Take a good look at the child in the photo that accompanies this story.
Her name is Emma Farrington, she’s 5 years old, and she has a horrible neurological disease called Rett syndrome. She can’t speak and has the developmental abilities of a toddler. No medicine has been able to control the seizures she has suffered daily since January.
Her parents, Brian Farrington and Keli Barish, worry about her every single day. They will worry a whole lot more if Congress approves billions of dollars in Medicaid cuts proposed by President Trump this week.
Farrington and Barish, who live in Bucks County, have good health insurance through their jobs with the U.S. Defense Logistics Agency in Northeast Philly. But it doesn’t cover all of the medicines, therapies, and equipment that keep Emma alive. Thank God her illness, considered a disability, entitles her to Medicaid, which picks up some of those extra costs.
If not for Medicaid, says Farrington, he and Barish would have had to find $25,000 this last year alone to cover Emma’s care as her condition worsened. Few young families have that many dollars in their pockets. What in the world would they do if Emma loses Medicaid?
“We’d probably sell the house and move somewhere smaller and cheaper,” says Farrington, 40, who, like Barish, works on government contracts.
And then, I’m betting, their family would eventually join the 600,000-plus Americans bankrupted every year by medical expenses.
Farrington lays it all out during my visit with him at Children's Hospital of Philadelphia, where Emma is hospitalized for the fourth time this year for intractable seizures. She dozes through my visit, wiped out by spasms that shook her 43-pound body an hour before I arrived.

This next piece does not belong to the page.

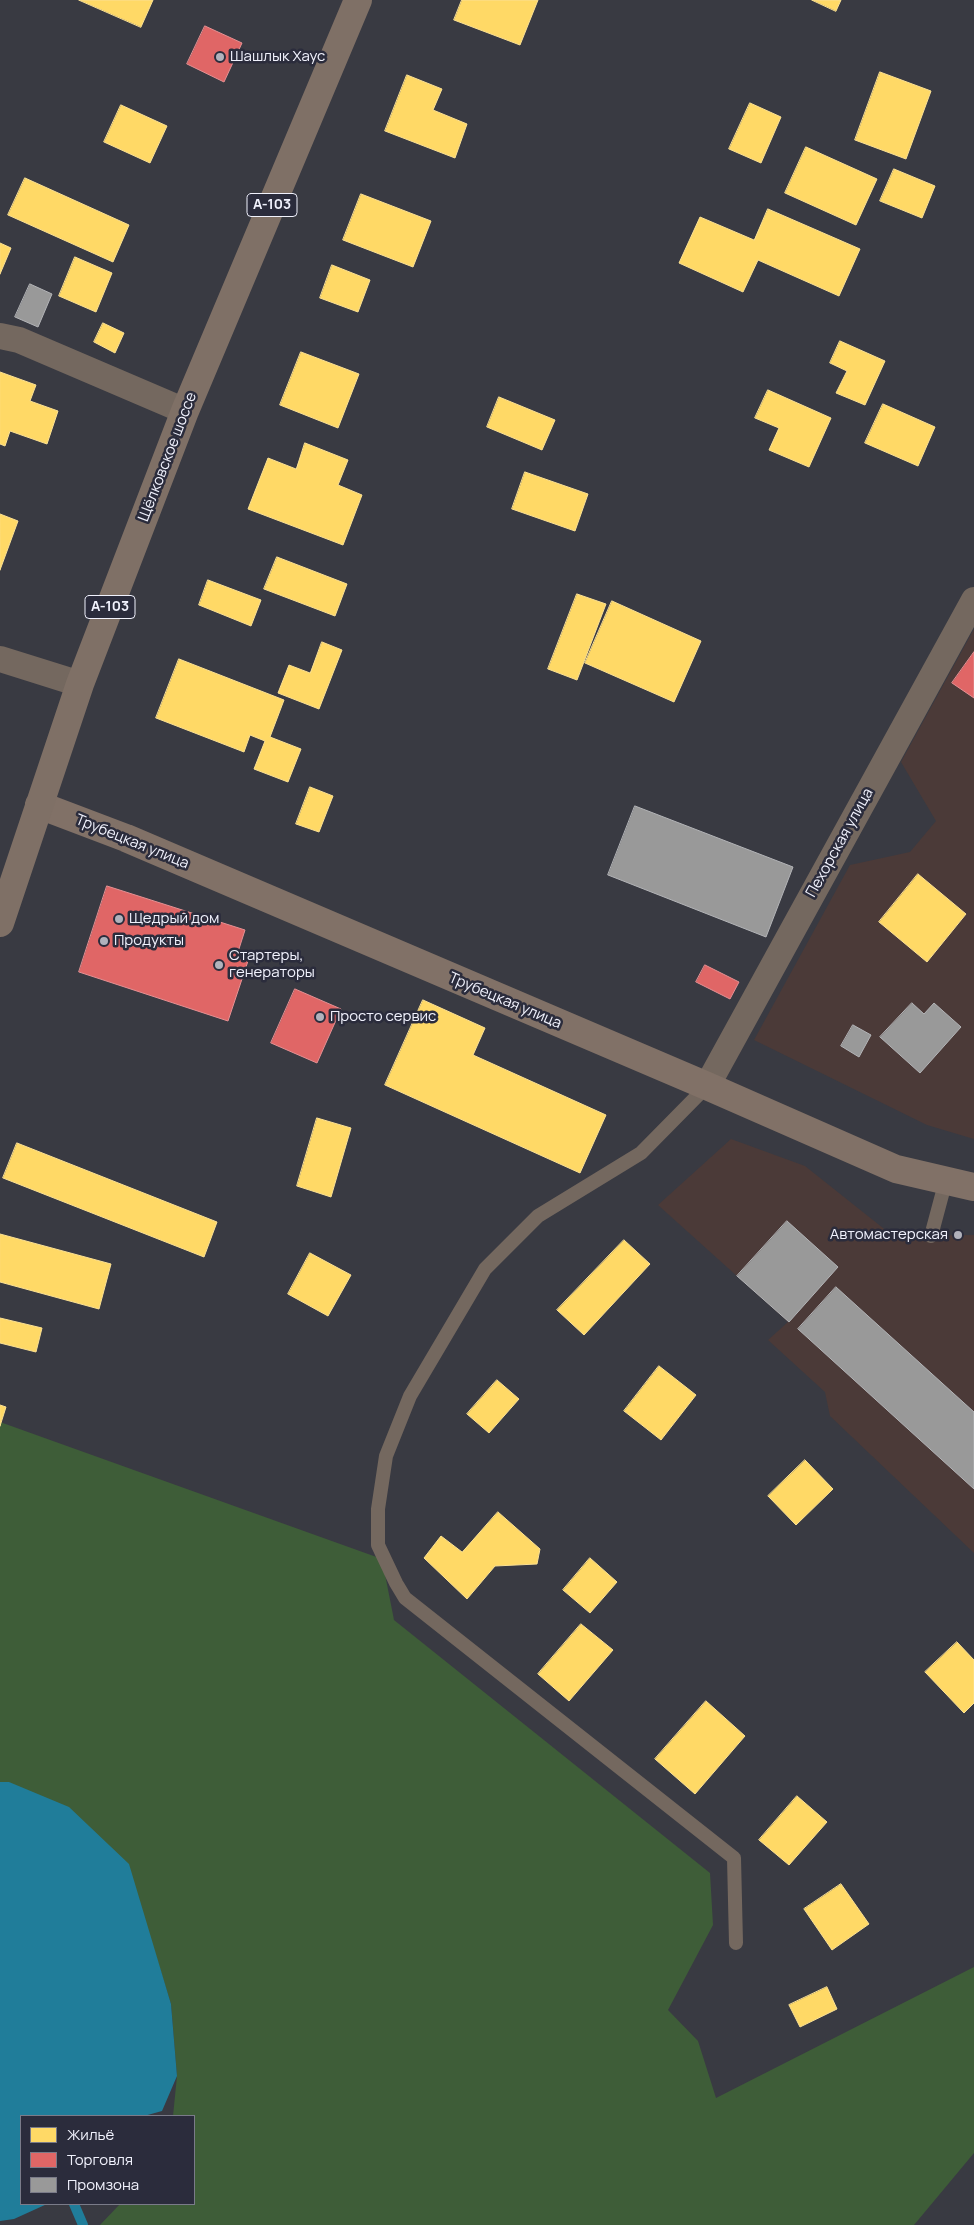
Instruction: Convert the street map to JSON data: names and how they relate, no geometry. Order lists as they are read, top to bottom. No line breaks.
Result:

“It’s so hard to see her this way,” says Farrington. He shows me the cellphone video he shot in December of his little girl dancing rhythmically to music with her big brother, Ethan, 7. Emma smiles and looks as happy, as she does in the photos Farrington then shares of her at her preschool, Rainbow Academy in Ivyland, where her one-on-one aides are in love with her.
Now, Emma cannot walk. Her face is bloated from steroid therapy. Her belly is swollen from constipation brought on by the high-fat diet doctors hope will help her.

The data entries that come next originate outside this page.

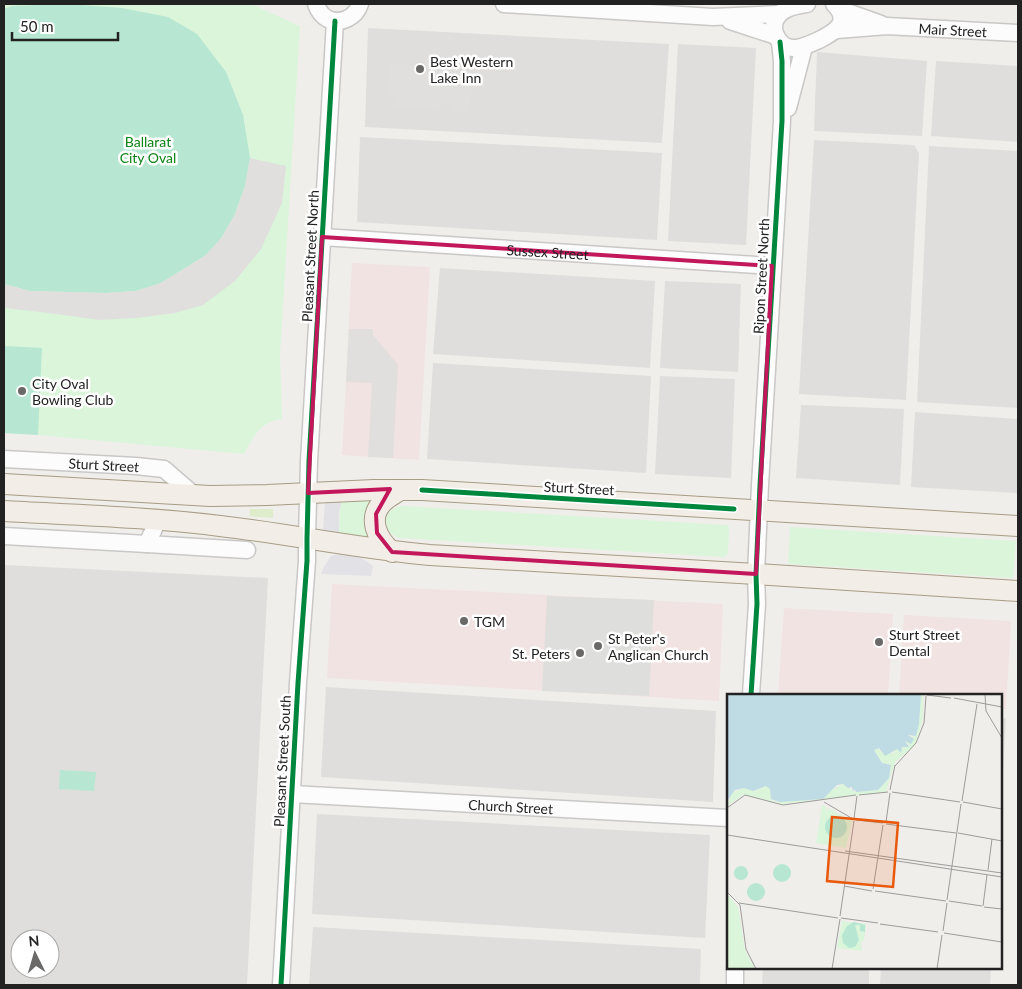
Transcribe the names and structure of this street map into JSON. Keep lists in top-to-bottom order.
{
  "streets": {
    "main road": ["Sturt Street"],
    "street": [
      "Mair Street",
      "Sussex Street",
      "Pleasant Street North",
      "Ripon Street North",
      "Pleasant Street South",
      "Church Street"
    ]
  },
  "crossings": [
    ["Sussex Street", "Pleasant Street North"],
    ["Sussex Street", "Ripon Street North"],
    ["Pleasant Street North", "Sturt Street"],
    ["Pleasant Street North", "Pleasant Street South"],
    ["Ripon Street North", "Sturt Street"],
    ["Pleasant Street South", "Church Street"]
  ],
  "parks": ["Ballarat City Oval"],
  "places": [
    "Best Western Lake Inn",
    "City Oval Bowling Club",
    "TGM",
    "Sturt Street Dental",
    "St Peter's Anglican Church",
    "St. Peters"
  ],
  "scale_bar": "50 m",
  "north": "top"
}
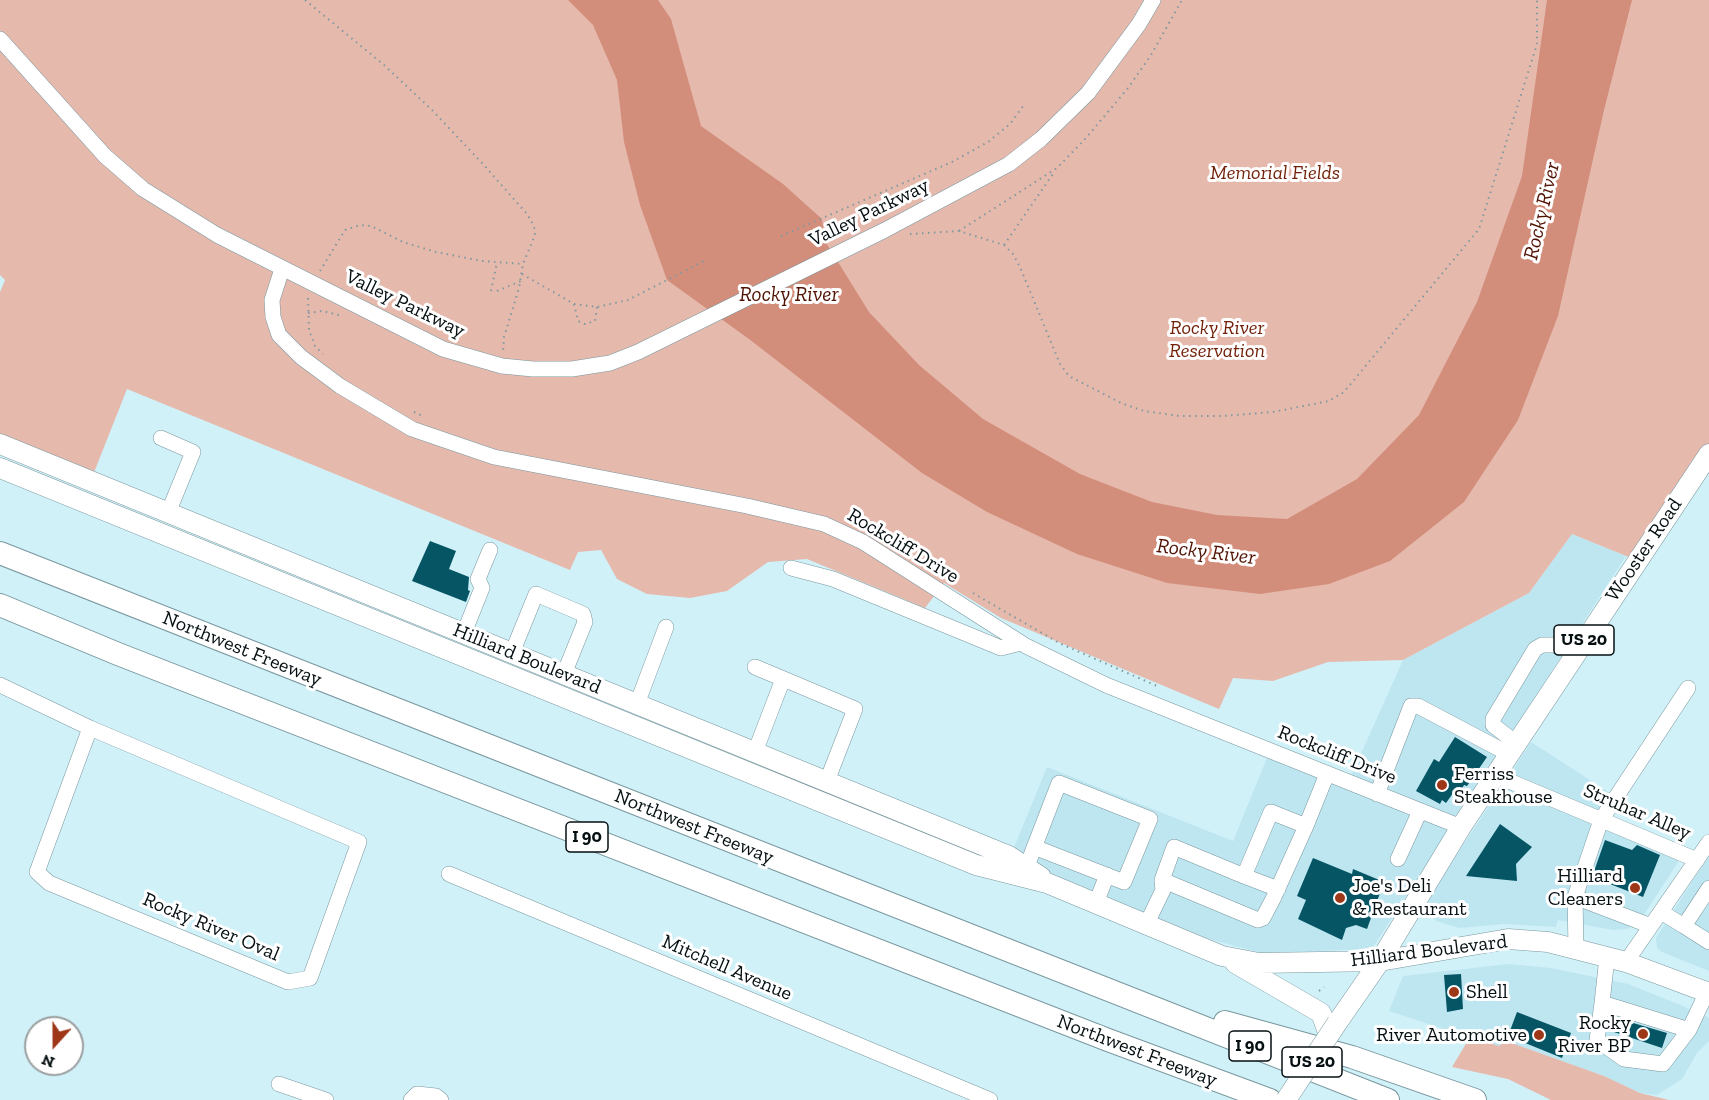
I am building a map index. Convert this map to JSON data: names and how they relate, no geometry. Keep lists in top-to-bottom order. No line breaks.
{"streets":{"highway":["Northwest Freeway","I 90"],"main road":["Wooster Road","US 20","Hilliard Boulevard"],"street":["Valley Parkway","Rockcliff Drive","Struhar Alley","Rocky River Oval","Mitchell Avenue"]},"crossings":[["Valley Parkway","Rockcliff Drive"],["Rockcliff Drive","Wooster Road"],["Wooster Road","Hilliard Boulevard"],["Wooster Road","Struhar Alley"]],"water":["Rocky River"],"parks":["Memorial Fields","Rocky River Reservation"],"places":["Ferriss Steakhouse","Hilliard Cleaners","Joe's Deli & Restaurant","Shell","Rocky River BP","River Automotive"],"north":"bottom"}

So far, no luck. Her blue eyes look flat as her head lolls on the pillow.
Farrington works on the side as a Realtor, selling about seven houses a year. He donates half of every commission to Rett research. He gives the remainder to charities that support other childhood illnesses.
“Having a sick child is hard on every family, no matter what the disease is,” he says. “When I do fund-raising for Rett’s, I don’t want people to think I care only about my own child.”
What a heart he has.
If their family loses Emma’s Medicaid benefit, Farrington and Barish will have to use that real-estate money to support Emma’s expenses, not Rett research. That would be a blow, because the research has had a thrilling breakthrough.
Recent studies funded by the Rett Syndrome Research Trust have been able to reverse the disease in lab mice. The trust is in the midst of a three-year, $33 million campaign to conduct a clinical trial on human subjects.
A cure is not guaranteed, obviously. But that doesn’t stop Farrington from dreaming.
“There’s a chance Emma could have a normal life – or almost normal, at least,” says Farrington, staring at his beautiful daughter, who looks like her mom and whose big brother misses her like crazy. “She’s only 5. The sooner we can reverse this, the better her chance to have a really good life.”
Emma is only one of the countless thousands of Americans who rely on Medicaid when their luck runs out. Sick kids, disabled adults, the impoverished elderly – there is a real person, a real family, behind every dollar. Trump’s butchering of Medicaid would trade the well-being of these Americans for tax breaks for those who are already rich enough to buy and staff their own hospitals.
That possibility is not just immoral.